Objective: To determine whether altered metabolic profiles represent a link between atrial dysfunction and cardioembolic (CE) stroke, and thus whether underlying dysfunctional atrial substrate may contribute to thromboembolism risk in CE stroke. Methods: One hundred forty-four metabolites were measured using liquid chromatography-tandem mass spectrometry in plasma samples collected within 9 hours of stroke onset in 367 acute stroke patients. Stroke subtype was assigned using the causative classification of stroke, and CE stroke (n=181) was compared to non-CE stroke (n=186). Markers of left atrial dysfunction included abnormal atrial function (P-wave terminal force in lead V1, PTFV1 >4000 µV•ms), left atrial enlargement on echocardiography, and frank atrial fibrillation on electrocardiograms. Stroke recurrence risk was assessed using CHADS2 and CHA2DS2-VASc scores. Associations between metabolites and CE stroke, atrial dysfunction, and stroke recurrence risk were evaluated using logistic regression models. Results: Three tricarboxylic acid (TCA) cycle acids, succinate (OR 1.71, 95% CI 1.36-2.15, P=1.37x10-6), alpha-ketoglutarate (OR 1.62, 95% CI 1.29-2.04, P=1.62x10-5), and malate (OR 1.58, 95% CI 1.26-1.97, P=2.57x10-5), were associated with CE stroke. Succinate (OR 1.36, 95% CI 1.31-1.98, P=1.22x10-6), alpha-ketoglutarate (OR 2.14, 95% CI 1.60-2.87, P=2.08x10-8), and malate (OR 2.02, 95% CI 1.53-2.66, P=1.60x10-7) were among metabolites also associated with subclinical atrial dysfunction. Of these, succinate was also associated with left atrial enlargement (OR 1.54, 95% CI 1.23-1.94, P=1.06x10-4) and stroke recurrence based on dichotomized CHADS2 (OR 2.63, 95% CI 1.68-4.13, P=3.00x10-6) and CHA2DS2-VASc (OR 2.43, 95% CI 1.60-3.68, P=4.25x10-6) scores. Conclusions: Metabolite profiling identified changes in succinate associated with CE stroke, atrial dysfunction, and stroke recurrence, revealing a putative underlying link between CE stroke and energy metabolism.
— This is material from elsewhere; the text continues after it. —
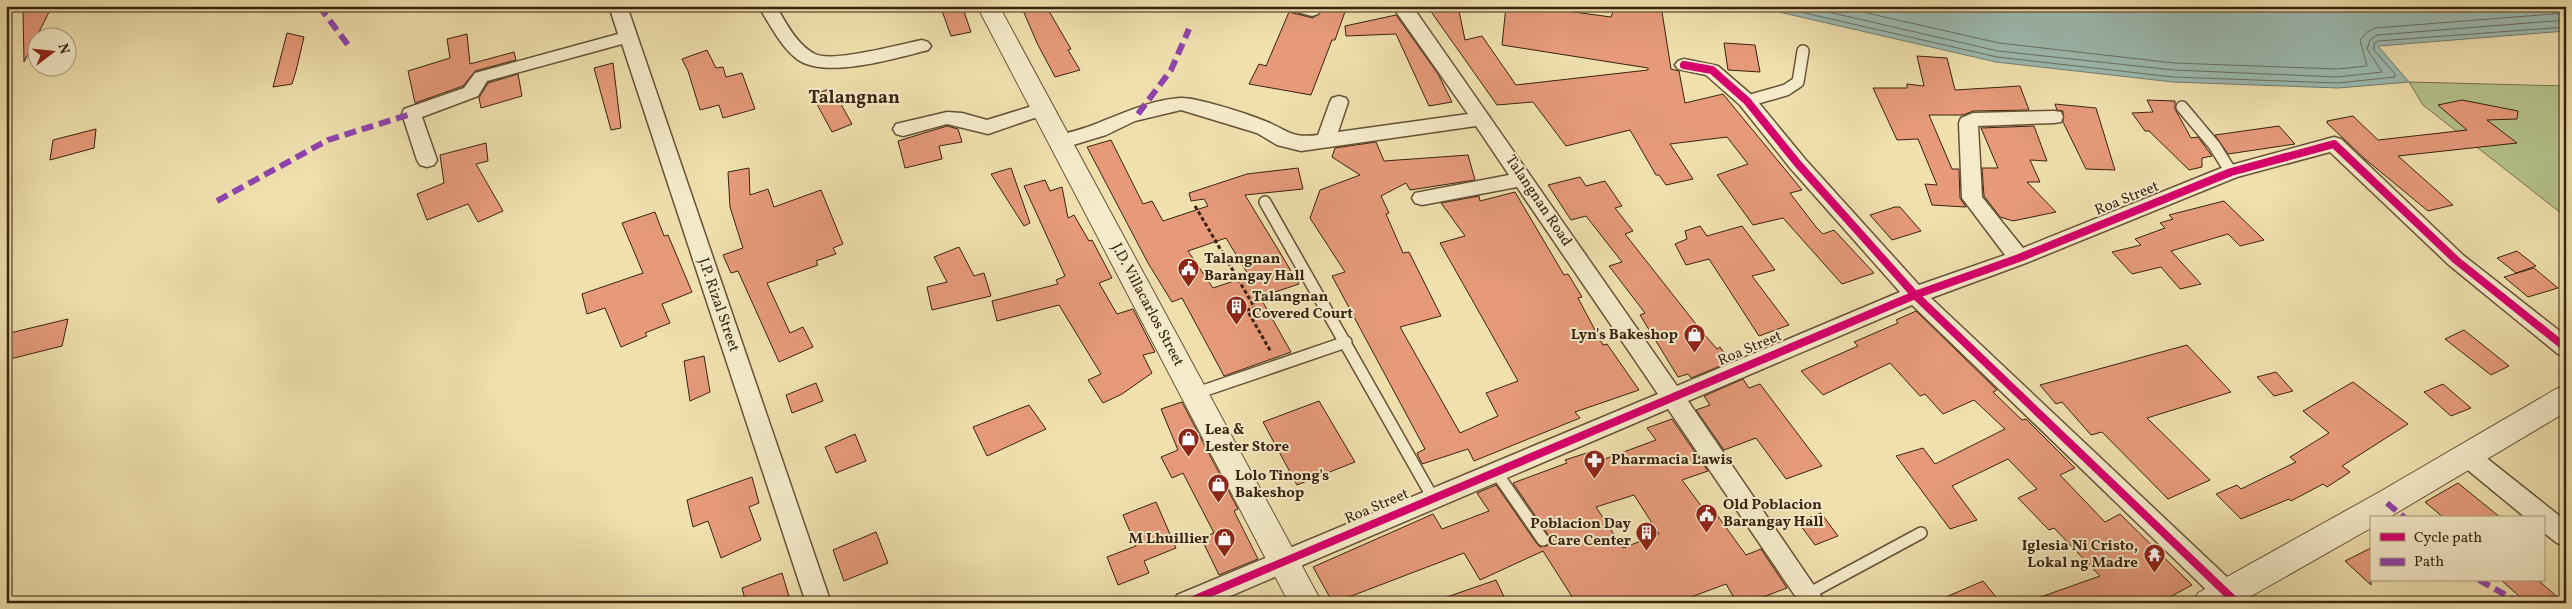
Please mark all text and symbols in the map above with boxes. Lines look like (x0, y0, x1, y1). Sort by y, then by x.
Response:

【研究目的】明确异常代谢谱是否可作为心房功能障碍与心源性栓塞性（cardioembolic, CE）卒中之间的关联纽带，进而探究潜在的功能异常心房底物是否会增加心源性栓塞性卒中的血栓栓塞风险。【研究方法】本研究纳入367例急性卒中患者，在其卒中发作后9小时内采集血浆样本，采用液相色谱-串联质谱法（liquid chromatography-tandem mass spectrometry）对144种代谢物进行定量检测。依据卒中病因分类标准对卒中亚型进行划分，将181例心源性栓塞性卒中患者与186例非心源性栓塞性卒中患者进行对照分析。左心房功能障碍的评估指标包括：异常心房功能（V1导联P波终末电势PTFV1＞4000 µV•ms）、超声心动图显示左心房扩大，以及心电图确诊的心房颤动。采用CHADS2评分与CHA2DS2-VASc评分评估卒中复发风险。通过逻辑回归模型分析代谢物与心源性栓塞性卒中、心房功能障碍及卒中复发风险之间的关联。【研究结果】三种三羧酸循环（tricarboxylic acid, TCA）相关代谢物与心源性栓塞性卒中存在显著关联：琥珀酸（OR=1.71，95%置信区间CI=1.36~2.15，P=1.37×10^-6）、α-酮戊二酸（OR=1.62，95%CI=1.29~2.04，P=1.62×10^-5）以及苹果酸（OR=1.58，95%CI=1.26~1.97，P=2.57×10^-5）。此外，上述三种代谢物同样与亚临床心房功能障碍相关：琥珀酸（OR=1.36，95%CI=1.31~1.98，P=1.22×10^-6）、α-酮戊二酸（OR=2.14，95%CI=1.60~2.87，P=2.08×10^-8）、苹果酸（OR=2.02，95%CI=1.53~2.66，P=1.60×10^-7）。其中，琥珀酸还与左心房扩大（OR=1.54，95%CI=1.23~1.94，P=1.06×10^-4）以及基于二分法CHADS2评分（OR=2.63，95%CI=1.68~4.13，P=3.00×10^-6）与CHA2DS2-VASc评分（OR=2.43，95%CI=1.60~3.68，P=4.25×10^-6）评估的卒中复发风险显著相关。【研究结论】代谢组学分析发现琥珀酸的水平变化与心源性栓塞性卒中、心房功能障碍及卒中复发均存在关联，揭示了心源性栓塞性卒中与能量代谢之间潜在的病理生理联系。